Same radius/shadow/bg as Discover cards. 148px image height (up from 110px in v1). Keeps deal text, expiry badge, diet tags, and Unlock Deal button — appropriate for the evaluation context of a deals page.
Sticky at top:64px (below nav). Diet chips left — active state dark (#171717). Separator (1px vertical, --line). Quick chips right — active state accent orange. Scrolls horizontally on mobile without scrollbar. Applies globally across all sections simultaneously.
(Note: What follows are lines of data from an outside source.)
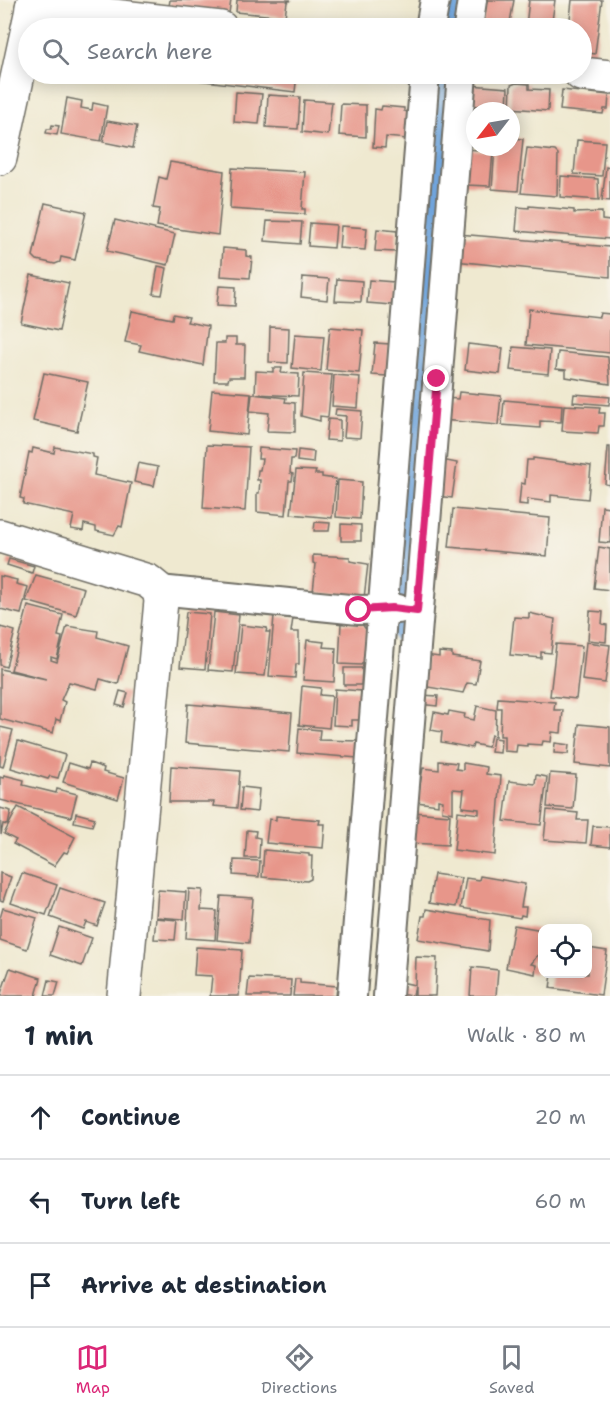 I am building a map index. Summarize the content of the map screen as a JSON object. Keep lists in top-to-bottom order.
{
  "north": "bottom left",
  "page": {
    "search": "Search here",
    "heading": ["1 min", "Walk · 80 m"],
    "list": [
      ["Continue", "20 m"],
      ["Turn left", "60 m"],
      "Arrive at destination"
    ],
    "nav": ["Map", "Directions", "Saved"]
  }
} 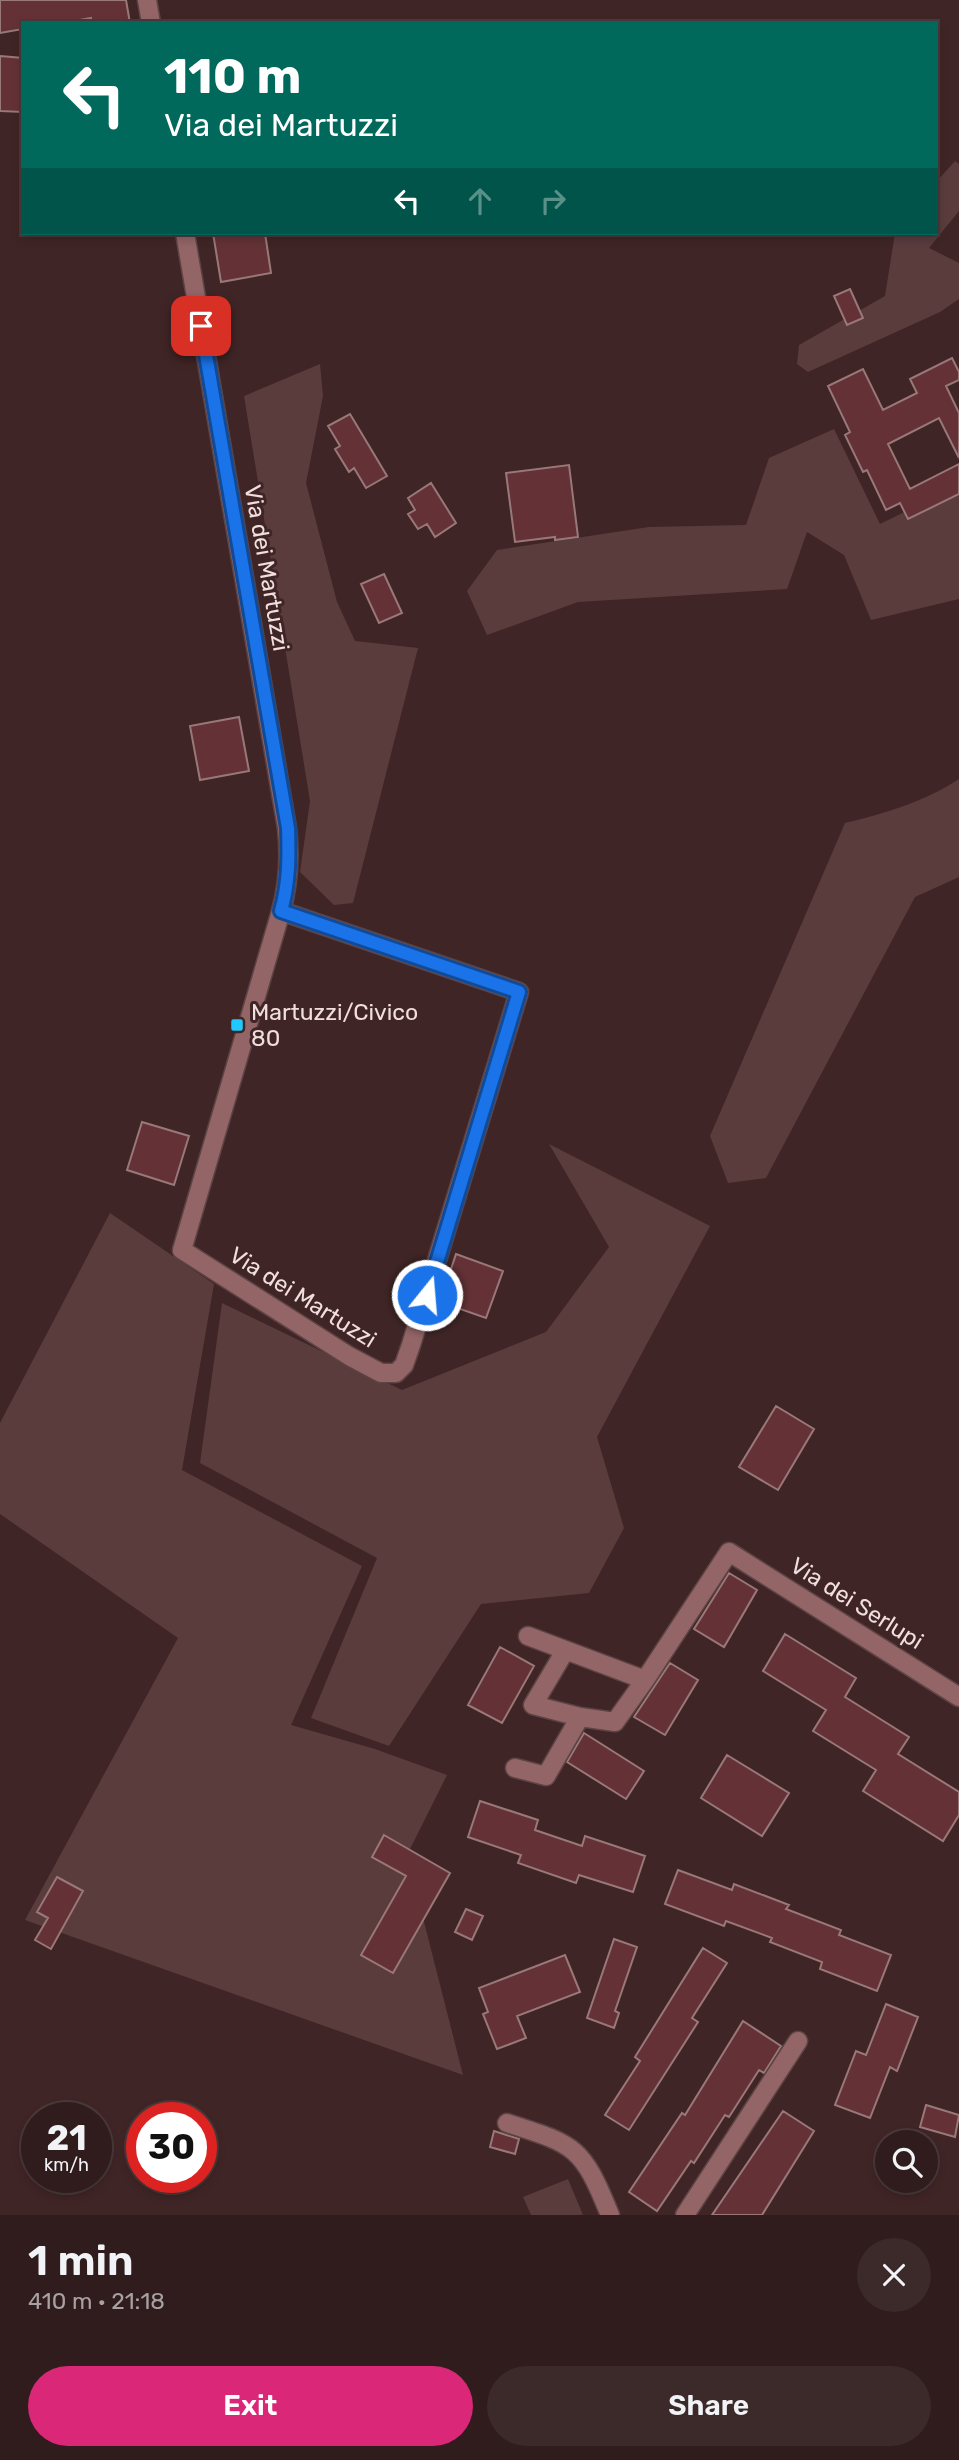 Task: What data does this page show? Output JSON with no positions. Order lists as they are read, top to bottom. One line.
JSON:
{"streets":{"street":["Via dei Martuzzi","Via dei Serlupi"]},"places":{"transit":["Martuzzi/Civico 80"]},"page":{"turn":["110 m","Via dei Martuzzi"],"speed":"21 km/h","limit":"30","heading":["1 min","410 m · 21:18"],"buttons":["Exit","Share"]}} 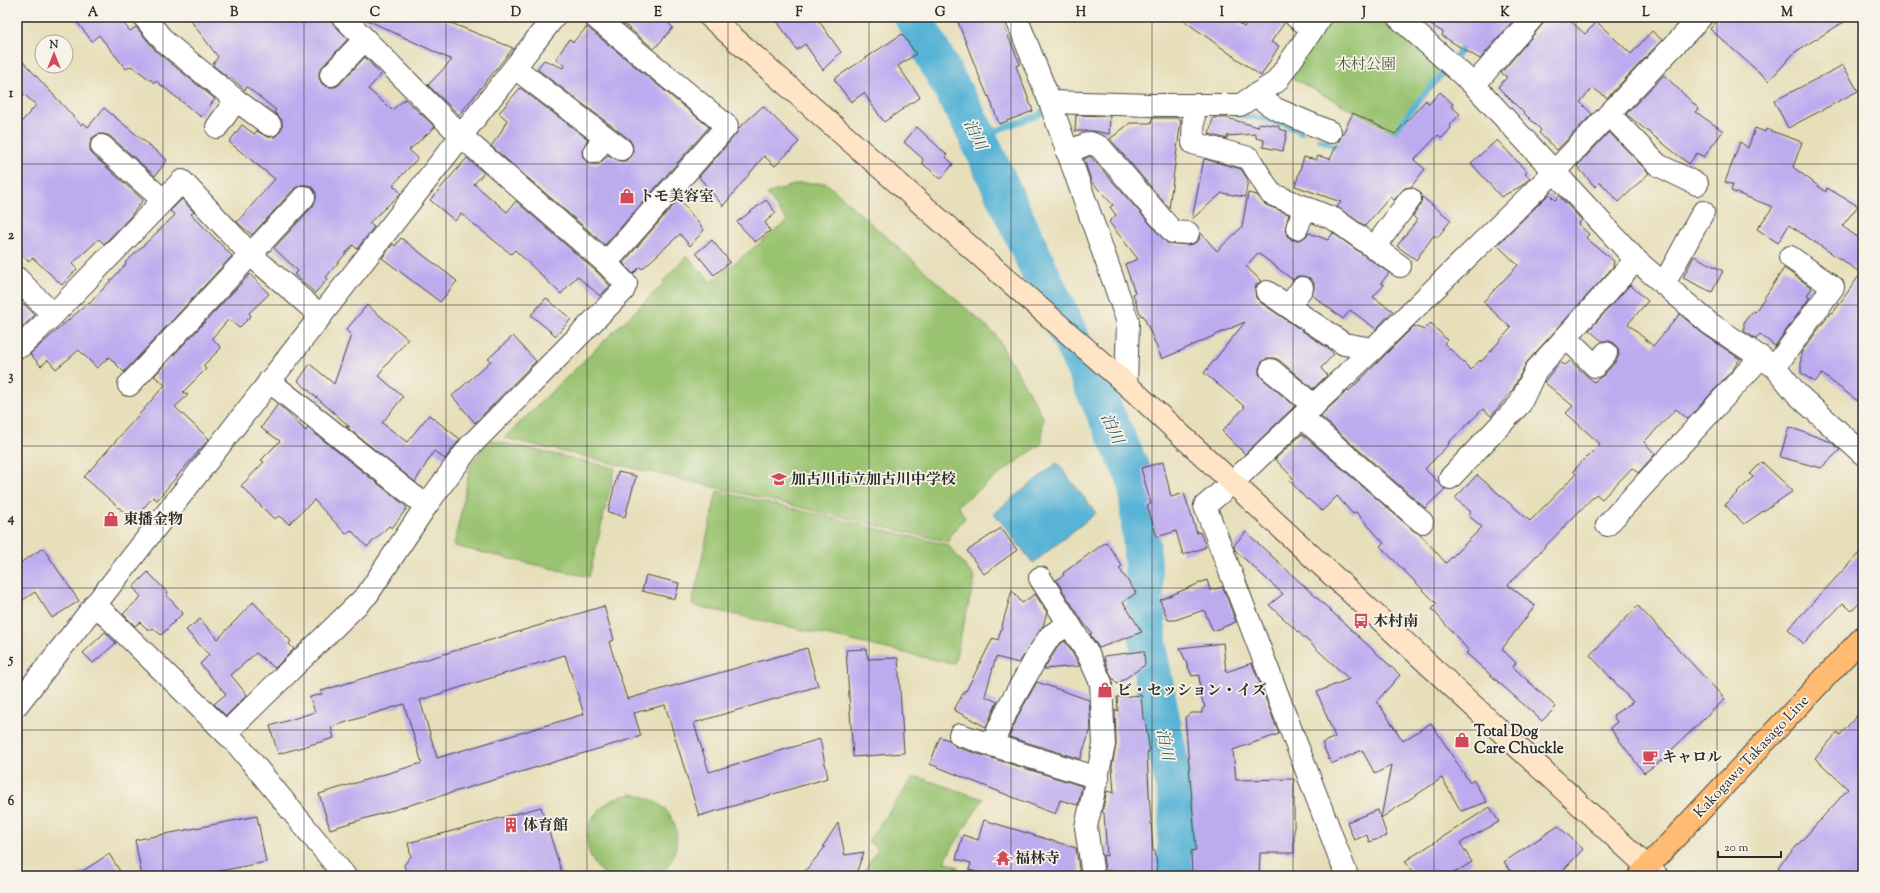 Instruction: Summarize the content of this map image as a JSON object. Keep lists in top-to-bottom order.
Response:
{
  "streets": {
    "main road": ["Kakogawa Takasago Line"]
  },
  "water": ["泊川"],
  "parks": ["木村公園"],
  "places": {
    "shop": [
      "トモ美容室",
      "東播金物",
      "ビ・セッション・イズ",
      "Total Dog Care Chuckle"
    ],
    "school or university": ["加古川市立加古川中学校"],
    "bus stop": ["木村南"],
    "cafe": ["キャロル"],
    "building": ["体育館"],
    "temple": ["福林寺"]
  },
  "scale_bar": "20 m",
  "north": "top",
  "grid": {
    "columns": [
      "A",
      "B",
      "C",
      "D",
      "E",
      "F",
      "G",
      "H",
      "I",
      "J",
      "K",
      "L",
      "M"
    ],
    "rows": [
      "1",
      "2",
      "3",
      "4",
      "5",
      "6"
    ]
  }
} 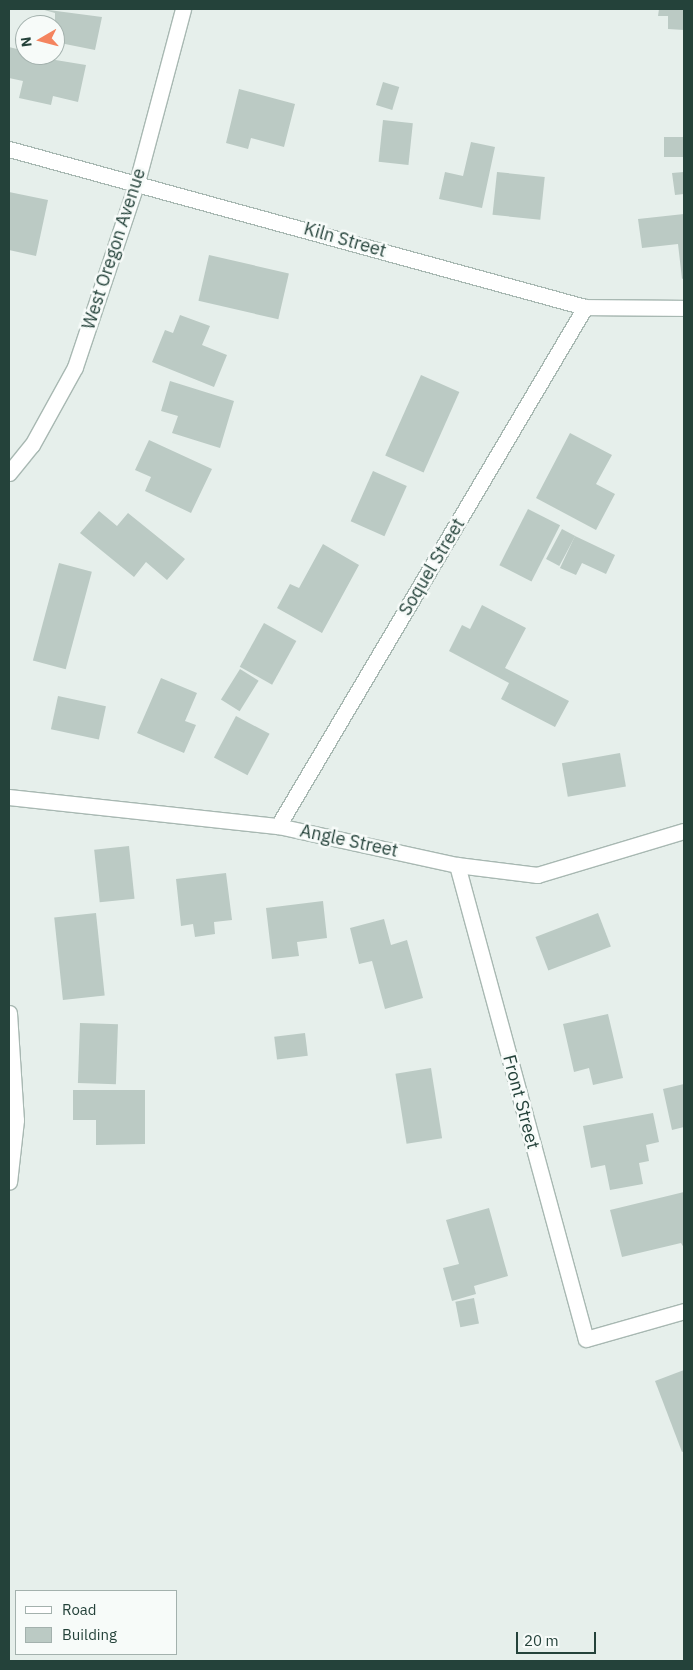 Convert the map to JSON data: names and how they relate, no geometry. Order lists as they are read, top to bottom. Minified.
{"streets":{"street":["Kiln Street","West Oregon Avenue","Soquel Street","Angle Street","Front Street"]},"crossings":[["Kiln Street","West Oregon Avenue"],["Kiln Street","Soquel Street"],["Soquel Street","Angle Street"],["Angle Street","Front Street"]],"legend":["Road","Building"],"scale_bar":"20 m","north":"left"} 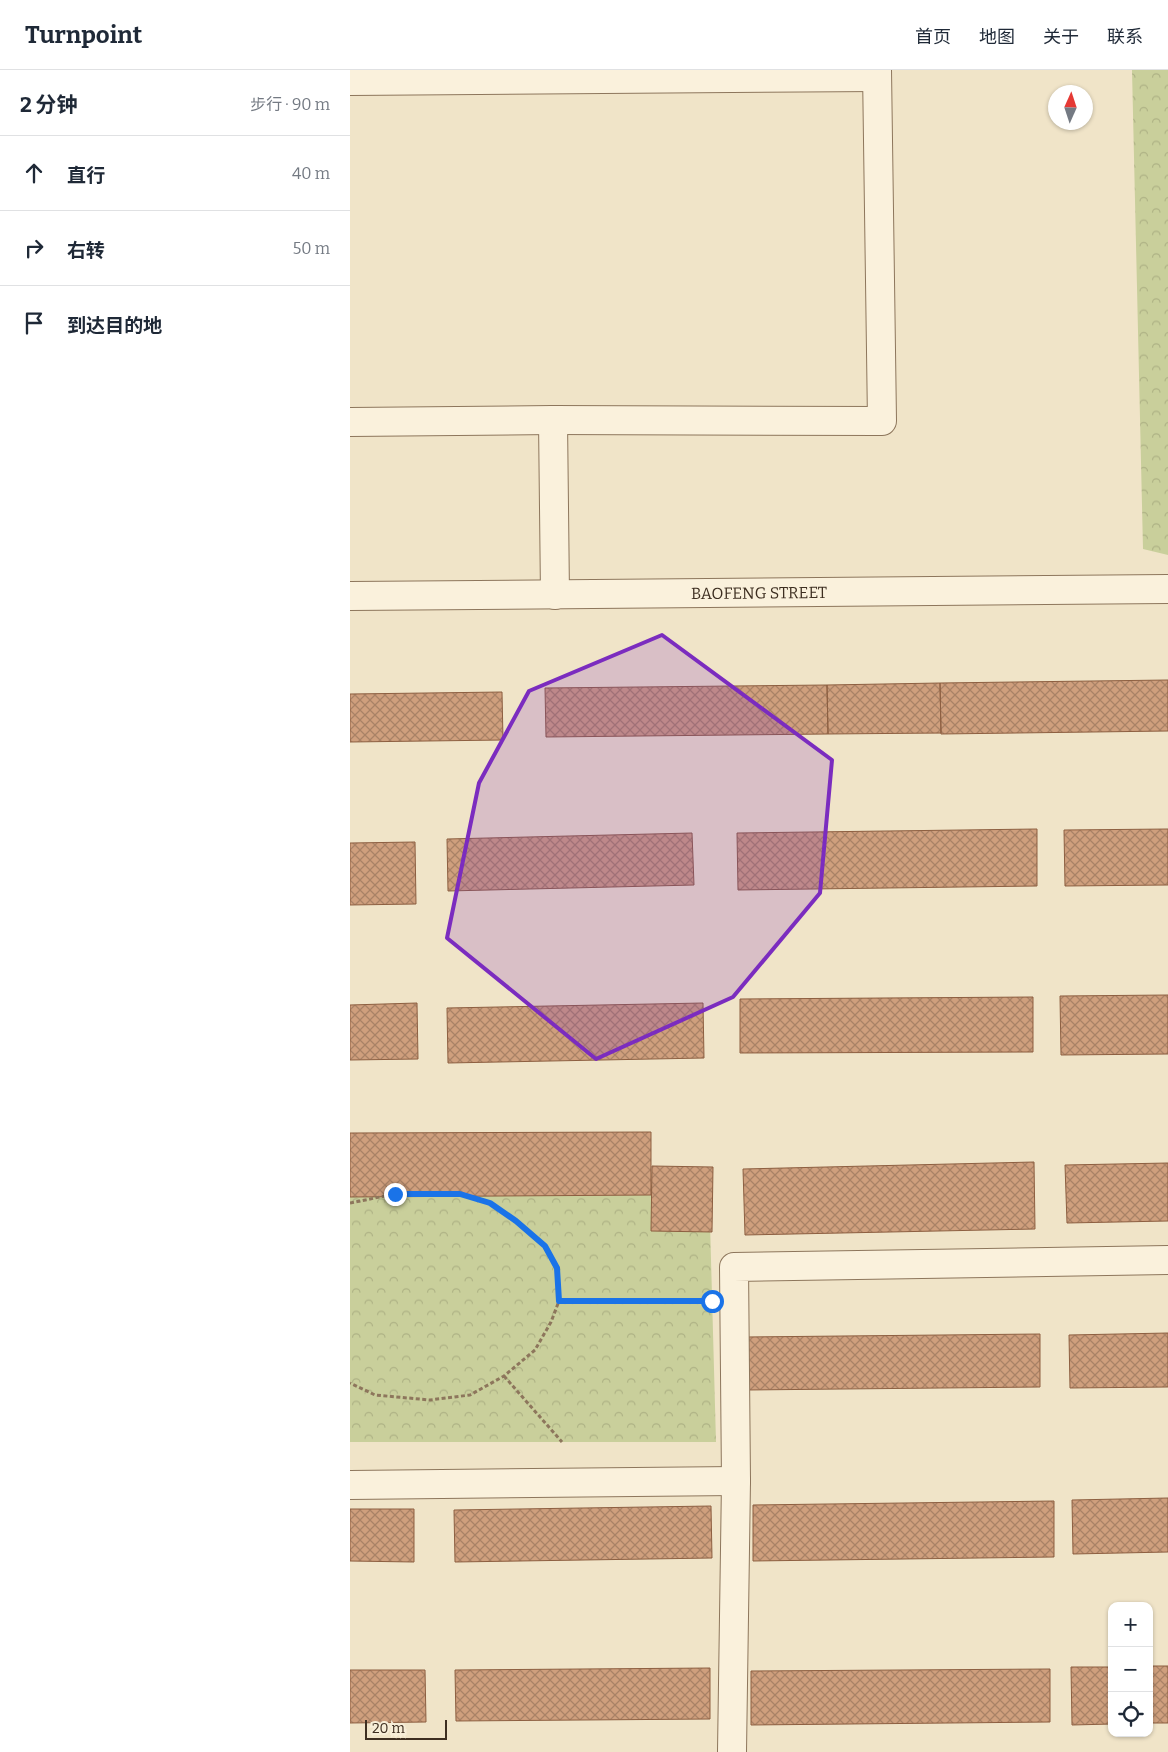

Dark navy sticky bar, z-index 100. Desktop: single row. Mobile: flex-wrap with nav-tabs at order:99 — creates clean two-row layout (logo+actions / tabs). Active tab: white text + 2px accent underline. Applied consistently across all 4 pages.
| Step | Behaviour | Implementation |
|---|---|---|
| Step 1 (default) | Horizontal scroll rows. Cards at 72vw so the next card peeks — inviting swipe. All 3 sections visible simultaneously. | flex-direction: row, overflow-x: auto, scroll-snap-type: x mandatory |
| Step 2 (expanded) | Tap → arrow or “See all” → other sections hide, active section expands to full single-column stacked list. ← Back appears. | .page-body.expanded + .discover-section.expanding via expandSection() |
| Desktop guard | expandSection() returns early on desktop. Resize to desktop auto-collapses. | isMobile() = window.innerWidth ≤ 760 |
Every deferred feature was a deliberate call. Indeats is a pilot. The goal of v1 is to validate the core loop — dietary-first discovery + deals + booking intent — not to build every feature the product could eventually have.